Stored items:
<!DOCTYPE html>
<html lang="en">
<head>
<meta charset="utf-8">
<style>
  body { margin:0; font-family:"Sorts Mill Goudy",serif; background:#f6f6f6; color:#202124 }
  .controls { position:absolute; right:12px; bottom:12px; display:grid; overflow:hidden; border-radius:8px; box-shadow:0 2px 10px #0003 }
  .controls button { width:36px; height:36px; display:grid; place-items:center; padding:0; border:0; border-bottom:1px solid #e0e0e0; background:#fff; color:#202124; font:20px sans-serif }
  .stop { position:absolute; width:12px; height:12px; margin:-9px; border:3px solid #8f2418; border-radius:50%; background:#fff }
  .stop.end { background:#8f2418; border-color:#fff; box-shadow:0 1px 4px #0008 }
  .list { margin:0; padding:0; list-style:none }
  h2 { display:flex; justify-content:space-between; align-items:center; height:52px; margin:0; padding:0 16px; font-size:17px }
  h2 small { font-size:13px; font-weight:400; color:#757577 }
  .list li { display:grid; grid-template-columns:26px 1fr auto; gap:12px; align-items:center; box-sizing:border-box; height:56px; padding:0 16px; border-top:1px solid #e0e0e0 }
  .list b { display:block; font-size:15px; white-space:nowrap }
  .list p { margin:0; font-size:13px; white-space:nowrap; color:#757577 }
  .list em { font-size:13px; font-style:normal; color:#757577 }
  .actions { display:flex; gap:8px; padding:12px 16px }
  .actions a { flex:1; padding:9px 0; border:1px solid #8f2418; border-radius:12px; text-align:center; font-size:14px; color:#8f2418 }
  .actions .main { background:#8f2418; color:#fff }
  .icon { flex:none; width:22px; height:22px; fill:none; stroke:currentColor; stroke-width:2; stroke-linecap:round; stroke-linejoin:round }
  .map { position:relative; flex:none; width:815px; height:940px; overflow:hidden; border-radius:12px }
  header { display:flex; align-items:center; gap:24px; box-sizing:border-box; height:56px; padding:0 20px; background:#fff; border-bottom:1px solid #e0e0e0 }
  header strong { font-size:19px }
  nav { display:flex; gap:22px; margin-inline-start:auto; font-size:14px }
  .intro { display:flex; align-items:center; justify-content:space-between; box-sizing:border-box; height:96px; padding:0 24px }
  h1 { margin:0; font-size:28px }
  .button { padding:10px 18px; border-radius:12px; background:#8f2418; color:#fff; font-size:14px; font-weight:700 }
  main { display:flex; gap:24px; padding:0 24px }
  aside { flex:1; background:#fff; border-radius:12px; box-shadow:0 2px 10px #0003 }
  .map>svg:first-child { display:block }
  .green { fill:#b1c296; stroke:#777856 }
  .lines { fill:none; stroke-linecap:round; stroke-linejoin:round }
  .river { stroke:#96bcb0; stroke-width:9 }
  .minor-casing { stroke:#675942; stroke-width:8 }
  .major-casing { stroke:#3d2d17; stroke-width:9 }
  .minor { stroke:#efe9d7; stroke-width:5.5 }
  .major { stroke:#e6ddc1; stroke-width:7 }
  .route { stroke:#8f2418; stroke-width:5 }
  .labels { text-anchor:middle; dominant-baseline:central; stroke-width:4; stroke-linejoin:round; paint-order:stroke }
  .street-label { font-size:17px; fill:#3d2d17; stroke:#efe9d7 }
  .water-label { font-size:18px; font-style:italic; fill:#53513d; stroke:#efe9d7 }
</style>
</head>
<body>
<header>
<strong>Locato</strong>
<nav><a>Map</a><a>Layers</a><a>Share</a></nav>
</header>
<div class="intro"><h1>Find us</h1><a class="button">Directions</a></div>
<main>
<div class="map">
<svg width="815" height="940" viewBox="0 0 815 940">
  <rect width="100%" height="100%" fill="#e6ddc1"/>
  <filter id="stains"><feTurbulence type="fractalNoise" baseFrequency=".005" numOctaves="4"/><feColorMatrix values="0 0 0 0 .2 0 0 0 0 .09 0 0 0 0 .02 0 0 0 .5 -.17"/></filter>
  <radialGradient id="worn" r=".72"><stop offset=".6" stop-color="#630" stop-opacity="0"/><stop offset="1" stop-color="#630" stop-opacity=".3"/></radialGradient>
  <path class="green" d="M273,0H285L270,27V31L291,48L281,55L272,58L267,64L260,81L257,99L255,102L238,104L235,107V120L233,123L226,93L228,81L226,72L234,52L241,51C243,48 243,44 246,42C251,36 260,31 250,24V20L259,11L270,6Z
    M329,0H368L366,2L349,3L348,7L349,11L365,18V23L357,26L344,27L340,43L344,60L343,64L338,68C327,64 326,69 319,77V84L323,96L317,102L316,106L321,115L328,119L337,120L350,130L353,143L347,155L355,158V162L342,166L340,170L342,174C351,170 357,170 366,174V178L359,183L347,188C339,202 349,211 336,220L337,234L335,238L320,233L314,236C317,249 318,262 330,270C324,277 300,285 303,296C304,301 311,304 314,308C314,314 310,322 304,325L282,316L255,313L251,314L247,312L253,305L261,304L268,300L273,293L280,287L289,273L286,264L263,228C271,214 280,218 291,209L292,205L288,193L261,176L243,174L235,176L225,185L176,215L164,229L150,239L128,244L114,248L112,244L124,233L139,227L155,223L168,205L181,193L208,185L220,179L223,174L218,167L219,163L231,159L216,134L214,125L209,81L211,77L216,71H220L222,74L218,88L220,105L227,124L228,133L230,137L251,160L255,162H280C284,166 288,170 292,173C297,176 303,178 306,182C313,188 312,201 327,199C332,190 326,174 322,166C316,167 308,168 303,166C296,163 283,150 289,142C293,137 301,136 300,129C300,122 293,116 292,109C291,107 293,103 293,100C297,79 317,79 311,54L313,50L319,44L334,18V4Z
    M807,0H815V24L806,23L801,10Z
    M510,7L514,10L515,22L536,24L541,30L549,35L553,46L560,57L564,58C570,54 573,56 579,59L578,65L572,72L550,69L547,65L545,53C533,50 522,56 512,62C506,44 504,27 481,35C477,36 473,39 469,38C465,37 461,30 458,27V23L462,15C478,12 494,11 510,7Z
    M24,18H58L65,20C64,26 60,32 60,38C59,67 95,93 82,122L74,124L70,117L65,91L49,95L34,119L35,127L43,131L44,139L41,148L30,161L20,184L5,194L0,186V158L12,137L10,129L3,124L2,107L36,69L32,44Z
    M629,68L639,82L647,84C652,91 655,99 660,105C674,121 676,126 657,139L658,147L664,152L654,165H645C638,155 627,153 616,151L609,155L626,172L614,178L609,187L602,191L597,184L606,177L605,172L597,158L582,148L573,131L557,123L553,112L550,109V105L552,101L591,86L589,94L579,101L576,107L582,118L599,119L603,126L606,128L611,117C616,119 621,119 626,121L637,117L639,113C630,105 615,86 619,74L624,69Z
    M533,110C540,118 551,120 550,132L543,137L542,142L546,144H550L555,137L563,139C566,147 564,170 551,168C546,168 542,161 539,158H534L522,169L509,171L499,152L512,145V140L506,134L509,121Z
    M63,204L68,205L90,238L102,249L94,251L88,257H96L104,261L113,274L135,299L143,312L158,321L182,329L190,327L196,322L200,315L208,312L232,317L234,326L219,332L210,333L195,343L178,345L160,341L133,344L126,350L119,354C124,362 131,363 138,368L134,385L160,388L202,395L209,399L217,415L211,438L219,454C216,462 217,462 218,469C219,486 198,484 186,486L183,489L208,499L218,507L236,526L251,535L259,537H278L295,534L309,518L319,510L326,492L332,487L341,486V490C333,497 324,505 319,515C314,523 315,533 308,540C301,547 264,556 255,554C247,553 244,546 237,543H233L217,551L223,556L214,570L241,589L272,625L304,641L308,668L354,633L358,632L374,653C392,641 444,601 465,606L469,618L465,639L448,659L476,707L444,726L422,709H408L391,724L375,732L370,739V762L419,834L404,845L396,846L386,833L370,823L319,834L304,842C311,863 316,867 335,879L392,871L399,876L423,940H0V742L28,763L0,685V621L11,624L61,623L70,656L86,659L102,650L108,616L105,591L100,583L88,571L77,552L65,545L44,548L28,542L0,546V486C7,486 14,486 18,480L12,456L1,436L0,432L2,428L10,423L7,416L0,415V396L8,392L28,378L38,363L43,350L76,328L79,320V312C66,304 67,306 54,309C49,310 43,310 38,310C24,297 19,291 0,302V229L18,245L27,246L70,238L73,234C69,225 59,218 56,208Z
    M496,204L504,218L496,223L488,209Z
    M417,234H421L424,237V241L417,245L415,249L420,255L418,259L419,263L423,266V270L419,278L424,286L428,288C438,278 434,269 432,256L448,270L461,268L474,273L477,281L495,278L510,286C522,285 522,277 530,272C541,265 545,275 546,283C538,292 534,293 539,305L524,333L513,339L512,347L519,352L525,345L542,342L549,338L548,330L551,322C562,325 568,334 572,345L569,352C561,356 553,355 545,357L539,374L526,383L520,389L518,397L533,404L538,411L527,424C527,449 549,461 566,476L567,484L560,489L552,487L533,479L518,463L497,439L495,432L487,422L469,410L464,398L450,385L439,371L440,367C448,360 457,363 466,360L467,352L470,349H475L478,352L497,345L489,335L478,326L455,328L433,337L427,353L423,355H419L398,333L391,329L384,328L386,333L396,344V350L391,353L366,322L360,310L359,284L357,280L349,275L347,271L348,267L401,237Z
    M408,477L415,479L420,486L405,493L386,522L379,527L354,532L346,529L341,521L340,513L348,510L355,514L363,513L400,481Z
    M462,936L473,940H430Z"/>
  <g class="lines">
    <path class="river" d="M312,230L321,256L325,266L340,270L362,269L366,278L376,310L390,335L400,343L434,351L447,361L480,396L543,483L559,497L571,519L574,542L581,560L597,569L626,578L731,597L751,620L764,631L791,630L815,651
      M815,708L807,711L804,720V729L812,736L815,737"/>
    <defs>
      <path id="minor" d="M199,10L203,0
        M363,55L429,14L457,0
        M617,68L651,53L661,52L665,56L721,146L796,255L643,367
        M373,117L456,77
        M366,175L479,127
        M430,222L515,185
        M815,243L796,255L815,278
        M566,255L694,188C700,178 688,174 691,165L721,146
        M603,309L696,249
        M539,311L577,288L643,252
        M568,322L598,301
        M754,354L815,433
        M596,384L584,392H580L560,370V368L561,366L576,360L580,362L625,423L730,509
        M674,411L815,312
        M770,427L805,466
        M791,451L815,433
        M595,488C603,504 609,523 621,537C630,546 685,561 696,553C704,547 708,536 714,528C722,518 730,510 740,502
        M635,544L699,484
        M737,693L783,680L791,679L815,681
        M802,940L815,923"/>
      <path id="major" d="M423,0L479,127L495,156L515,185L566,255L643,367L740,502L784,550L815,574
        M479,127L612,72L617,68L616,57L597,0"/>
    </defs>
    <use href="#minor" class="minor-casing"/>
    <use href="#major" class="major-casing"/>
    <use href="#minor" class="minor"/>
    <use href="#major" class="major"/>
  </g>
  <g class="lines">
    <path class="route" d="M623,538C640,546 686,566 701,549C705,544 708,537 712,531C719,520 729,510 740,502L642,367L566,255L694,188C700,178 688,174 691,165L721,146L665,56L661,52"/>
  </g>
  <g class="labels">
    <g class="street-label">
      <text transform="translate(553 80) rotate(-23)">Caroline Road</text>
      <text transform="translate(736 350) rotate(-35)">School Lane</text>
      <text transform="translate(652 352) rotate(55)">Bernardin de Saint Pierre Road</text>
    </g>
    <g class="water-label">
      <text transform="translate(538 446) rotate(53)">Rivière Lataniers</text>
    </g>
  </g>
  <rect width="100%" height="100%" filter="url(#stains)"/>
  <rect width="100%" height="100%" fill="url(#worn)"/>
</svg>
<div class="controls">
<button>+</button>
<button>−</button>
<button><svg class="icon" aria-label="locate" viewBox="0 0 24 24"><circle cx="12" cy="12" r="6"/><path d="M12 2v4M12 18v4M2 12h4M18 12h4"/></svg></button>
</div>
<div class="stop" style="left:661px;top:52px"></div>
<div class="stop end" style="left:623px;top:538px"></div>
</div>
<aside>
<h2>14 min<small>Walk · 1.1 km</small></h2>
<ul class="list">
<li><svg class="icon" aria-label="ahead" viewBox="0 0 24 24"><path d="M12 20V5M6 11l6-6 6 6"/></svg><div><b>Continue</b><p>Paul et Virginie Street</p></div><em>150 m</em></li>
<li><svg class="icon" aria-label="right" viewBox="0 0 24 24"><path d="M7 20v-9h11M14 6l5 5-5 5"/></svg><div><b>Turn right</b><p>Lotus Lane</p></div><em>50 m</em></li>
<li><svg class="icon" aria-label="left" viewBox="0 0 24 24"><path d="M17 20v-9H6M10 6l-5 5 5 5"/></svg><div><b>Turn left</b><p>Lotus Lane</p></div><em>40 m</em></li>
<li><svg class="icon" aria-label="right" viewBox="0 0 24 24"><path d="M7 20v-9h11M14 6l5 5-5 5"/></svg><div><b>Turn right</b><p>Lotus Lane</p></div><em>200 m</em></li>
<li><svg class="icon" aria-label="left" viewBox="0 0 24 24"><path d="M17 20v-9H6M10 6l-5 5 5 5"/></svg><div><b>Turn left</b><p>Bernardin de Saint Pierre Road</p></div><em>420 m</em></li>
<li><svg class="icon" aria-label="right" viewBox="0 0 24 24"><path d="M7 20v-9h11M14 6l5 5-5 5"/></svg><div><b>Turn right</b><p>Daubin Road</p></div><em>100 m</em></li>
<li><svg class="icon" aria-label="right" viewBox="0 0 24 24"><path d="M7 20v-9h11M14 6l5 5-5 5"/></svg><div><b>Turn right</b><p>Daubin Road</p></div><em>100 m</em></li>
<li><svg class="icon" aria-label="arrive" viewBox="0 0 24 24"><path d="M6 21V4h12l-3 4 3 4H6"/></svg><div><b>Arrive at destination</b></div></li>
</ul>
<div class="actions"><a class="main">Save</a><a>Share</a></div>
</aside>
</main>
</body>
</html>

## TASK STATEMENT
Give the number of lines in the entries above that include the word "linecap", and nothing more.

## SOLUTION TO THIS TASK
2